Tuesday, June 7, 2016

Wild Swans: Three Daughters of China by Jung Chang






  Following the theme "Recommended by Friends" reads of 2016, I have decided to review my fourth recommended read of the year, Wild Swans: Three Daughters of China by Jung Chang.
  Wild Swans is the story of the author's life growing up as a child and young adult in communist China, her mother's life fighting for China as a communist with her husband, and her mother's life as an escaped concubine of a general in the Chinese military. Although their upbringings and lives are extremely different in many ways, these three generations of women all have two things in common; strength and courage.
  In biographical form, Wild Swans is breathtaking, gut-wrenching, and brutal in the rawest form, but you will wrap up your overall reading experience feeling sated and satisfied.
  I know many readers are not too crazy about biographies and autobiographies, but I find them fascinating. Especially Wild Swans. Jung Chang's writing is so rich and dense with powerful details, it is easy to lose yourself in every single word inked on to the paper.

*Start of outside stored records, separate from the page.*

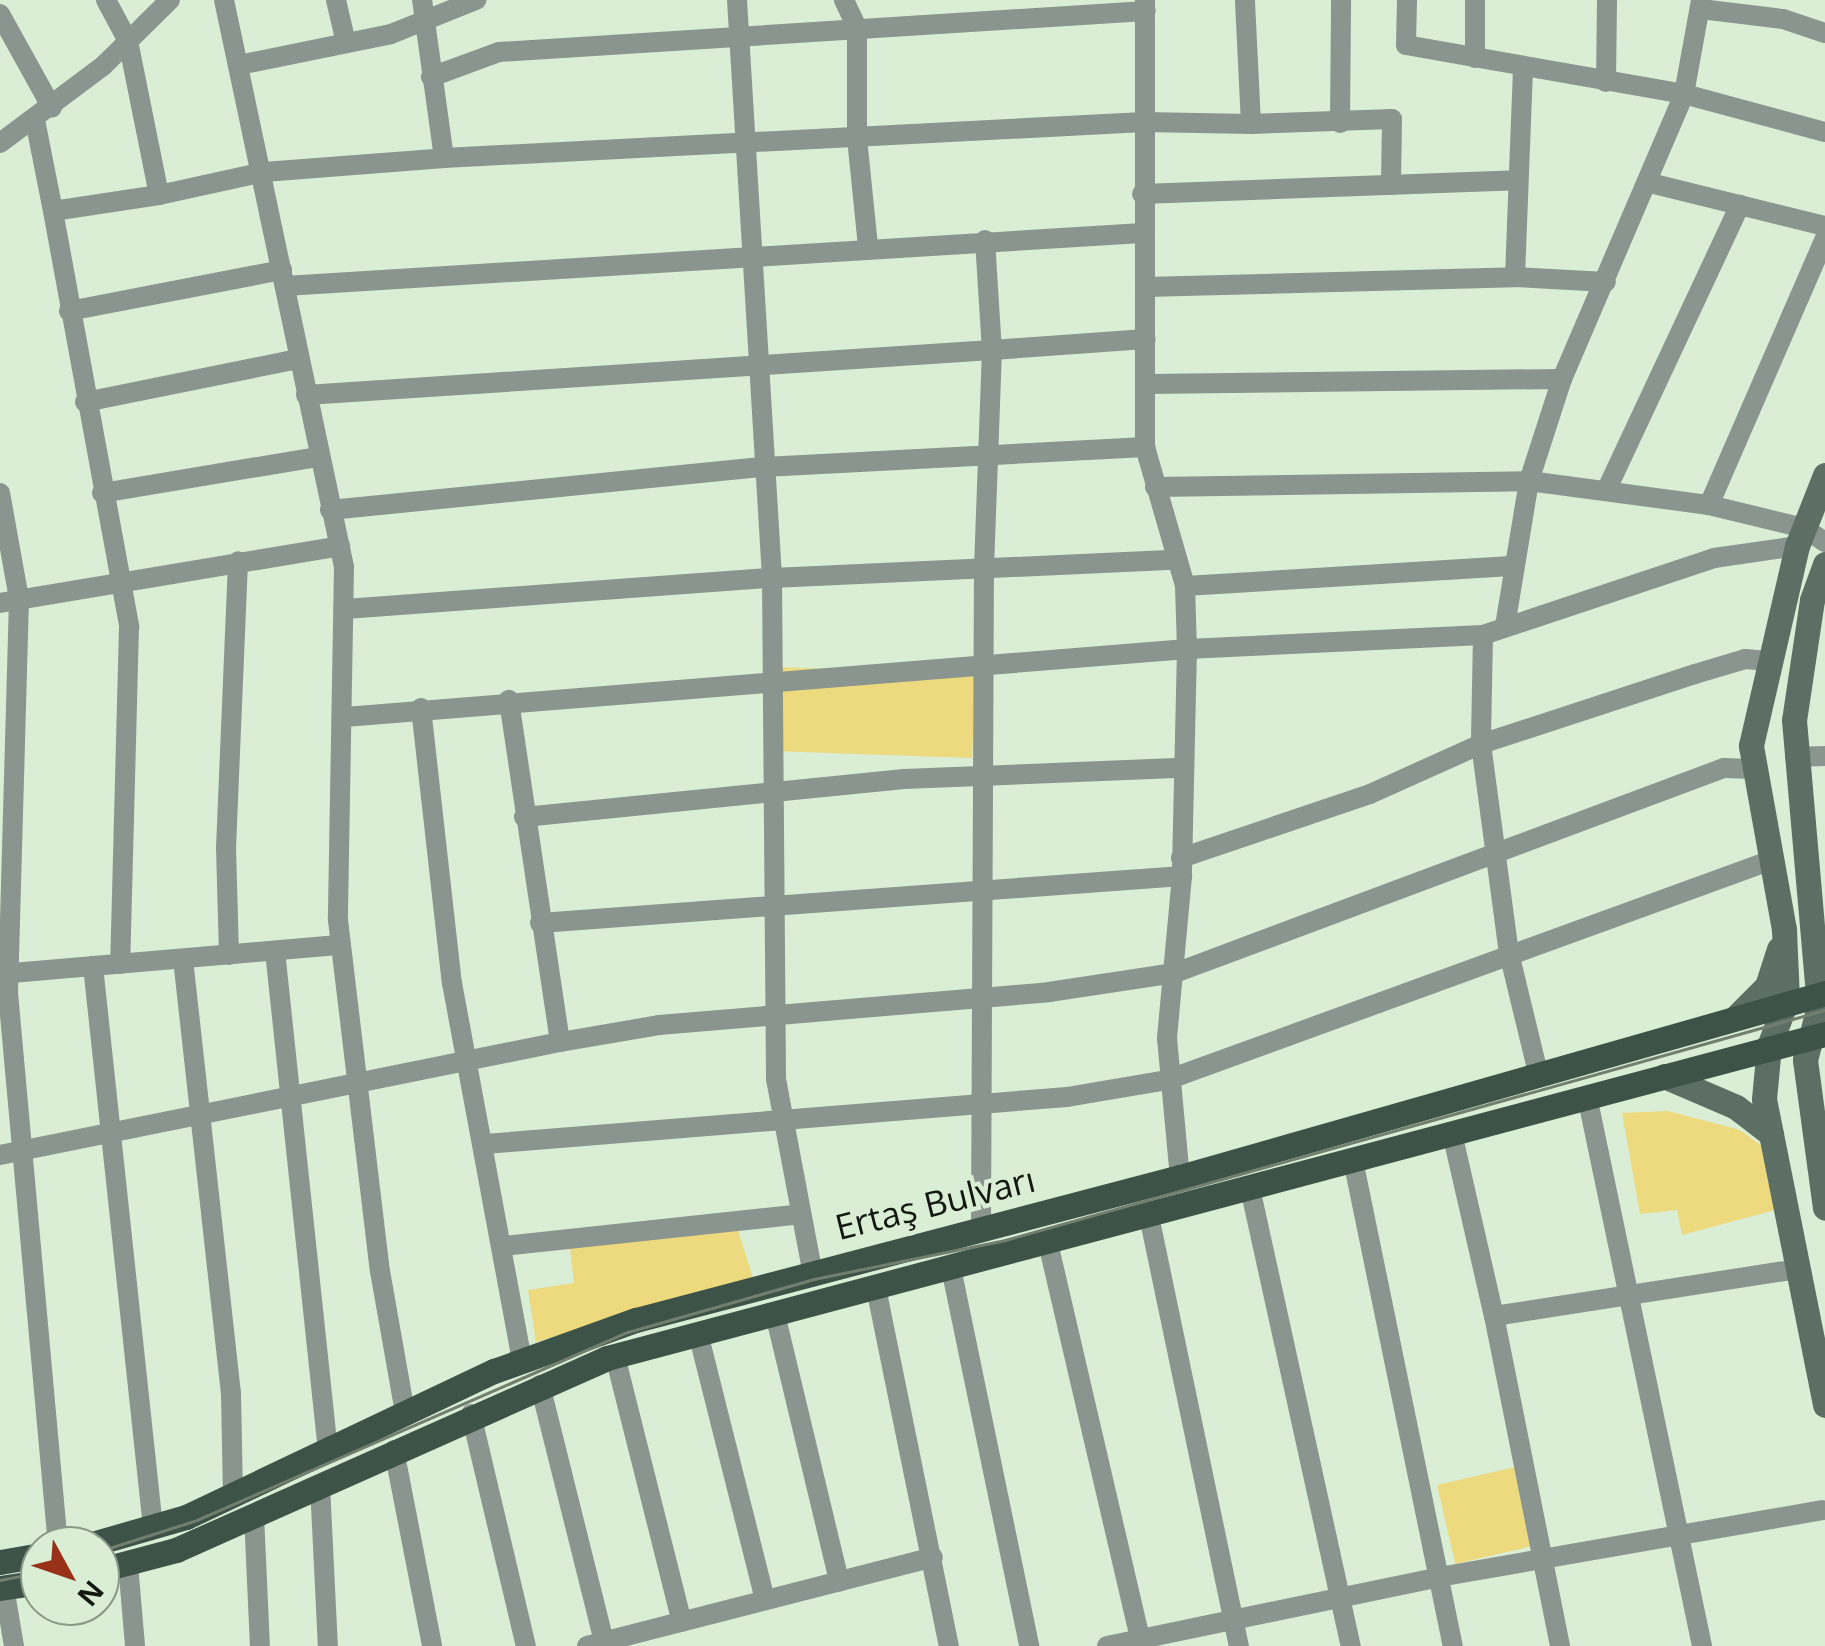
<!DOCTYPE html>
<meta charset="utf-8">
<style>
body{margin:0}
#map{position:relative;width:1825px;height:1646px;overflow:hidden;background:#daeed5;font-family:"Open Sans",sans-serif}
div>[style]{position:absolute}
.green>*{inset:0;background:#edd97e;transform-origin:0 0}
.street>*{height:20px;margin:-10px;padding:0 10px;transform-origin:10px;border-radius:10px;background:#89958e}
.secondary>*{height:25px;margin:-12.5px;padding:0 12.5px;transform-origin:12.5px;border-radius:12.5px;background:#5d6f64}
.primary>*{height:25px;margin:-12.5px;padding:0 12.5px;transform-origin:12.5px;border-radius:12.5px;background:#3e5347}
.tram>*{height:2.5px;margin:-1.25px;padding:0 1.25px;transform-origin:1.25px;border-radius:1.25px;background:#727e6e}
span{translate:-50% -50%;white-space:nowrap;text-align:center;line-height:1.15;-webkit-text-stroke:9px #daeed5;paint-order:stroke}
.street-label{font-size:35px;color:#131911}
.north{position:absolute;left:20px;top:1526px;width:100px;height:100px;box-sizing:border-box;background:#daeed5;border:2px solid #8a9987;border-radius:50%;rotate:130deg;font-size:28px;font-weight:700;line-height:40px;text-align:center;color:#131911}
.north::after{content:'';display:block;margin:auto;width:35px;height:45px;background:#993018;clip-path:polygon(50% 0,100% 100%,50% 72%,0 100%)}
</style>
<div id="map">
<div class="green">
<i style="left:975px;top:674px;width:84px;height:193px;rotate:92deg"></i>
<i style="clip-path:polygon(1668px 1111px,1740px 1130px,1762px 1146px,1775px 1210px,1682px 1235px,1677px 1210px,1640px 1214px,1622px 1113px)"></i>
<i style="clip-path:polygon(736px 1224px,753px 1278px,536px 1342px,528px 1290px,574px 1283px,570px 1248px)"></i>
<i style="left:1515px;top:1467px;width:81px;height:80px;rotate:77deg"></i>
</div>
<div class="street">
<i style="left:106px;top:0;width:47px;rotate:61.8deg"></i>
<i style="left:128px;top:41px;width:157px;rotate:78.6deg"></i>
<i style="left:159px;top:195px;width:107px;rotate:-12.4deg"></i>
<i style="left:264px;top:172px;width:181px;rotate:-4.4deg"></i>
<i style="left:444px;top:158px;width:160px;rotate:-97.9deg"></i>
<i style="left:224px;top:0;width:580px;rotate:78.05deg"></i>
<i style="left:344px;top:567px;width:353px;rotate:91deg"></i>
<i style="left:338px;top:920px;width:354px;rotate:83.2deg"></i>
<i style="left:380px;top:1271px;width:144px;rotate:80deg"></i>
<i style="left:336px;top:0;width:44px;rotate:76.9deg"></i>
<i style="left:737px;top:0;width:579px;rotate:86.53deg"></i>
<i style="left:772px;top:578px;width:501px;rotate:89.54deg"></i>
<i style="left:776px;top:1079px;width:194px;rotate:79.3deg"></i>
<i style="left:844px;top:0;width:31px;rotate:65deg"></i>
<i style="left:857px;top:28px;width:110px;rotate:90deg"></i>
<i style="left:857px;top:138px;width:109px;rotate:84.2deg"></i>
<i style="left:1145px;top:0;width:447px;rotate:90deg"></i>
<i style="left:1145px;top:447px;width:145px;rotate:73.9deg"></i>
<i style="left:1185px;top:586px;width:63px;rotate:88.2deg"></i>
<i style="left:1187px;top:649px;width:227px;rotate:91.3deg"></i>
<i style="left:1182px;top:876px;width:163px;rotate:95.3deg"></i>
<i style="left:1167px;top:1038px;width:140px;rotate:84.7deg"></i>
<i style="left:1407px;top:0;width:45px;rotate:91.3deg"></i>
<i style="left:1406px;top:45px;width:282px;rotate:10deg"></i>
<i style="left:1684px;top:94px;width:146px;rotate:15.1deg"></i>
<i style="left:1701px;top:9px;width:83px;rotate:7deg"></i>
<i style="left:1783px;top:19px;width:44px;rotate:18.4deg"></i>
<i style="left:0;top:14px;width:107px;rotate:61deg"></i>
<i style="left:1475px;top:58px;width:58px;rotate:-90deg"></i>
<i style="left:239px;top:65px;width:155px;rotate:-11.5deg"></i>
<i style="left:391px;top:34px;width:92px;rotate:-21.8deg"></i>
<i style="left:431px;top:77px;width:72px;rotate:-20.2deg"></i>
<i style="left:499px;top:52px;width:648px;rotate:-3.63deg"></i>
<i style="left:1606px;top:82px;width:82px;rotate:-89.3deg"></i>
<i style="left:35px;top:120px;width:93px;rotate:78.8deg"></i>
<i style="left:53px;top:211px;width:107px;rotate:-8.6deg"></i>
<i style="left:1340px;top:123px;width:123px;rotate:-89.5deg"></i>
<i style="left:1251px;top:124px;width:141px;rotate:-2deg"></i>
<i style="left:1392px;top:119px;width:66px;rotate:90.9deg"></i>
<i style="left:0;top:143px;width:129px;rotate:-36.8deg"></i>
<i style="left:103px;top:66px;width:94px;rotate:-44.6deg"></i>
<i style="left:444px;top:158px;width:701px;rotate:-2.94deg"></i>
<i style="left:1144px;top:122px;width:107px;rotate:1.1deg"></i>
<i style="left:1251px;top:124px;width:124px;rotate:-92.8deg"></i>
<i style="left:1650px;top:183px;width:180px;rotate:13.8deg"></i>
<i style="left:1142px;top:194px;width:375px;rotate:-2.1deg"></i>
<i style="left:53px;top:211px;width:423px;rotate:79.6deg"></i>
<i style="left:129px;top:627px;width:337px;rotate:91.5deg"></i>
<i style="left:985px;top:240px;width:110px;rotate:86.4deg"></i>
<i style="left:992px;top:350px;width:154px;rotate:-4.1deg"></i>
<i style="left:1515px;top:277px;width:208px;rotate:-87.8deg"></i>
<i style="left:285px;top:286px;width:859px;rotate:-3.54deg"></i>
<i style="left:1145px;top:287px;width:370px;rotate:-1.5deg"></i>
<i style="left:1515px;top:277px;width:91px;rotate:3.1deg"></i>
<i style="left:69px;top:311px;width:217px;rotate:-10.9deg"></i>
<i style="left:1147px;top:384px;width:415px;rotate:-0.7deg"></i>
<i style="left:306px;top:395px;width:687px;rotate:-3.75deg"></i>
<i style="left:992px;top:350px;width:216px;rotate:92.1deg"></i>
<i style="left:984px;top:566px;width:660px;rotate:90.26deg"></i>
<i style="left:85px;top:402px;width:218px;rotate:-11.4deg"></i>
<i style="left:1155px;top:487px;width:374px;rotate:-0.9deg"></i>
<i style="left:1529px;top:481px;width:182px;rotate:7.6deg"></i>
<i style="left:1709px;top:505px;width:98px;rotate:13.6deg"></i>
<i style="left:1804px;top:528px;width:25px;rotate:34deg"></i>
<i style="left:1606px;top:491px;width:316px;rotate:-64.9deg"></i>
<i style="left:0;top:493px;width:108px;rotate:79.8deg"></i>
<i style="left:19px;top:599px;width:394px;rotate:91.6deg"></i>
<i style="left:8px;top:993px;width:555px;rotate:84.83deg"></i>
<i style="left:102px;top:493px;width:218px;rotate:-9.5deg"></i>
<i style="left:1709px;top:505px;width:291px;rotate:-66.5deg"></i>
<i style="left:330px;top:510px;width:436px;rotate:-5.7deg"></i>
<i style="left:764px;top:467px;width:382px;rotate:-3deg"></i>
<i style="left:1185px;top:586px;width:327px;rotate:-3.5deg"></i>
<i style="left:0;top:603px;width:345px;rotate:-9.5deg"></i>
<i style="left:345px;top:609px;width:428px;rotate:-4.2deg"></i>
<i style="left:772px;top:578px;width:402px;rotate:-2.6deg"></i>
<i style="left:1505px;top:626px;width:147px;rotate:-80.6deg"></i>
<i style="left:1529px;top:481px;width:107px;rotate:-72.1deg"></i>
<i style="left:1562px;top:379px;width:310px;rotate:-66.8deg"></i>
<i style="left:1684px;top:94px;width:96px;rotate:-79.7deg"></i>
<i style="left:1483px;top:635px;width:109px;rotate:91.1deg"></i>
<i style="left:1481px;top:744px;width:211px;rotate:82.4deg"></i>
<i style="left:1509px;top:953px;width:128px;rotate:76.4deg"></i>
<i style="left:421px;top:708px;width:277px;rotate:83.6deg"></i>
<i style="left:452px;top:983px;width:382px;rotate:79.5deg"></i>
<i style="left:345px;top:717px;width:845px;rotate:-4.62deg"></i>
<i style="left:1187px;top:649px;width:296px;rotate:-2.7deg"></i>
<i style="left:1483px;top:635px;width:243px;rotate:-18.4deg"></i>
<i style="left:1714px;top:558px;width:84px;rotate:-8.2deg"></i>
<i style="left:1795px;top:757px;width:30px;rotate:-2deg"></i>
<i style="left:524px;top:817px;width:382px;rotate:-5.7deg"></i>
<i style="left:904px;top:779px;width:278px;rotate:-2.3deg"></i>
<i style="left:1181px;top:858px;width:200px;rotate:-18.7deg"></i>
<i style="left:1370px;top:794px;width:122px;rotate:-24.2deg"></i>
<i style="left:1481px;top:744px;width:225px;rotate:-18.1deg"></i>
<i style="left:1695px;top:674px;width:52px;rotate:-16.7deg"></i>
<i style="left:1745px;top:659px;width:23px;rotate:5deg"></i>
<i style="left:540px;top:923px;width:644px;rotate:-4.19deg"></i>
<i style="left:275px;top:951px;width:503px;rotate:83.95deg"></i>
<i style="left:229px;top:955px;width:107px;rotate:-91.6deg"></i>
<i style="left:226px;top:848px;width:287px;rotate:-87.6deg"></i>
<i style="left:183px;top:959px;width:437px;rotate:83.7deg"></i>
<i style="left:231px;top:1393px;width:103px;rotate:88.9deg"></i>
<i style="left:93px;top:966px;width:564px;rotate:83.9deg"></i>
<i style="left:0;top:974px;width:342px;rotate:-4.9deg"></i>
<i style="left:560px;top:1042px;width:100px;rotate:-9.7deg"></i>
<i style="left:659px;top:1025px;width:391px;rotate:-4.8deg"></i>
<i style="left:1049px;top:992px;width:127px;rotate:-8.6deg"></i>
<i style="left:1175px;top:973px;width:586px;rotate:-20.48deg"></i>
<i style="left:1724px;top:768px;width:28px;rotate:2deg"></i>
<i style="left:1587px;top:1096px;width:562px;rotate:78.19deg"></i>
<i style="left:1452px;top:1133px;width:188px;rotate:77.1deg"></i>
<i style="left:485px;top:1144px;width:584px;rotate:-4.62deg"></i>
<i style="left:1067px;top:1097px;width:101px;rotate:-9.6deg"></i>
<i style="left:1167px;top:1080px;width:641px;rotate:-19.99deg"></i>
<i style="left:0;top:1155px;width:571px;rotate:-11.41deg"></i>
<i style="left:560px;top:1042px;width:346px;rotate:-98.5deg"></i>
<i style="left:1353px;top:1160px;width:496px;rotate:78.4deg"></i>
<i style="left:1250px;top:1188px;width:469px;rotate:77.6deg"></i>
<i style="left:1149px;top:1216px;width:439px;rotate:78.2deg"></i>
<i style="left:1048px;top:1243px;width:414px;rotate:76.9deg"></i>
<i style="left:503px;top:1246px;width:300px;rotate:-6.1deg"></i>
<i style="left:951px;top:1268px;width:386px;rotate:78.3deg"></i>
<i style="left:876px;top:1288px;width:365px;rotate:78.5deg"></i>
<i style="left:775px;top:1314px;width:275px;rotate:76.5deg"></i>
<i style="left:698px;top:1333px;width:275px;rotate:75.9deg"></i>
<i style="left:615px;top:1356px;width:274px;rotate:75.9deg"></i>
<i style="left:540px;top:1385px;width:264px;rotate:76deg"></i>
<i style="left:471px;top:1414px;width:238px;rotate:76.7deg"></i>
<i style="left:394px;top:1450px;width:200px;rotate:79deg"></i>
<i style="left:320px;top:1485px;width:161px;rotate:87.2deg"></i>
<i style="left:254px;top:1515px;width:131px;rotate:87.4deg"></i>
<i style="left:128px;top:1564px;width:82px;rotate:85.1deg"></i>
<i style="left:4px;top:1587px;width:60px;rotate:80.4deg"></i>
<i style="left:587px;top:1646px;width:357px;rotate:-14.4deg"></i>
<i style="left:1107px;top:1646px;width:339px;rotate:-11.7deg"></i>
<i style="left:1439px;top:1577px;width:389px;rotate:-9.9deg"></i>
<i style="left:1560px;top:1646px;width:337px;rotate:-101.3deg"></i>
<i style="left:1494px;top:1316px;width:307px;rotate:-8.8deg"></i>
</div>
<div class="secondary">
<i style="left:1825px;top:475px;width:76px;rotate:111.5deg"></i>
<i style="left:1797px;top:546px;width:205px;rotate:103deg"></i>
<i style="left:1751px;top:746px;width:187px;rotate:79.8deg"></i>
<i style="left:1784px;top:930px;width:69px;rotate:87.5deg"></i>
<i style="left:1787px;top:999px;width:50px;rotate:111deg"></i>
<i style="left:1769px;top:1046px;width:53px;rotate:95.4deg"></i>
<i style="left:1764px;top:1099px;width:312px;rotate:78.7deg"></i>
<i style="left:1825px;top:564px;width:38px;rotate:110deg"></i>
<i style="left:1812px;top:600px;width:121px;rotate:98.5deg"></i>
<i style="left:1794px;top:720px;width:287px;rotate:85deg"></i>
<i style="left:1819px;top:1006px;width:56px;rotate:104.5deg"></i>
<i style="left:1805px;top:1060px;width:149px;rotate:82.3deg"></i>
<i style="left:1737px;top:1016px;width:42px;rotate:-45deg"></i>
<i style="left:1767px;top:986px;width:39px;rotate:-72deg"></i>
<i style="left:1664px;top:1076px;width:78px;rotate:23.3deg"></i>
<i style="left:1736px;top:1107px;width:44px;rotate:37.6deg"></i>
</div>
<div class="primary">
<i style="left:85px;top:1546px;width:105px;rotate:-16deg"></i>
<i style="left:186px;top:1517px;width:341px;rotate:-25.4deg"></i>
<i style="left:494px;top:1371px;width:151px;rotate:-19.8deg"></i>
<i style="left:636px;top:1320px;width:562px;rotate:-14.73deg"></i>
<i style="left:1180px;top:1177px;width:671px;rotate:-15.92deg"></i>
<i style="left:0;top:1562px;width:41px;rotate:-9.9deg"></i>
<i style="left:100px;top:1570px;width:79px;rotate:-14.7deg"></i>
<i style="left:176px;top:1550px;width:472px;rotate:-24deg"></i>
<i style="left:607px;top:1358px;width:1260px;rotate:-14.9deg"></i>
<i style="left:0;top:1588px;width:40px;rotate:-8.5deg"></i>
</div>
<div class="tram">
<i style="left:100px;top:1551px;width:102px;rotate:-17.7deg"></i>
<i style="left:197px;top:1520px;width:470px;rotate:-23.6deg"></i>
<i style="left:628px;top:1332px;width:193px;rotate:-15.9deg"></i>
<i style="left:814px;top:1279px;width:195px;rotate:-11.5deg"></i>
<i style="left:1005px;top:1240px;width:852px;rotate:-15.67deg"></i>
<i style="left:0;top:1580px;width:41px;rotate:-11.3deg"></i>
</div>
<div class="street-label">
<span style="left:935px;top:1203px;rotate:-14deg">Ertaş Bulvarı</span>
</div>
<div class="north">N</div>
</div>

  I can understand some readers saying that the story is dry, and that they got bored easily when Ms Chang would delve into details about Chairman Mao's political itinerary, but I found each and every uncovered tidbit about communist China extremely gripping. This was a part of history I had yet to discover. But instead of forcing myself to sit down with a history book that would surely have bored me to tears, I was transported back in time to experience life with Ms Chang's own mother and grandmother.
  There are some books that can easily be equated to cotton candy. They're insubstantial, but very light and sweet to devour. If that's the case with, say, books like vampire novels (that I freely admit to loving as well), then Jung Chang's Wild Swans is a T-Bone steak with sauteed kale, mashed potatoes, and a hot fudge sundae for dessert.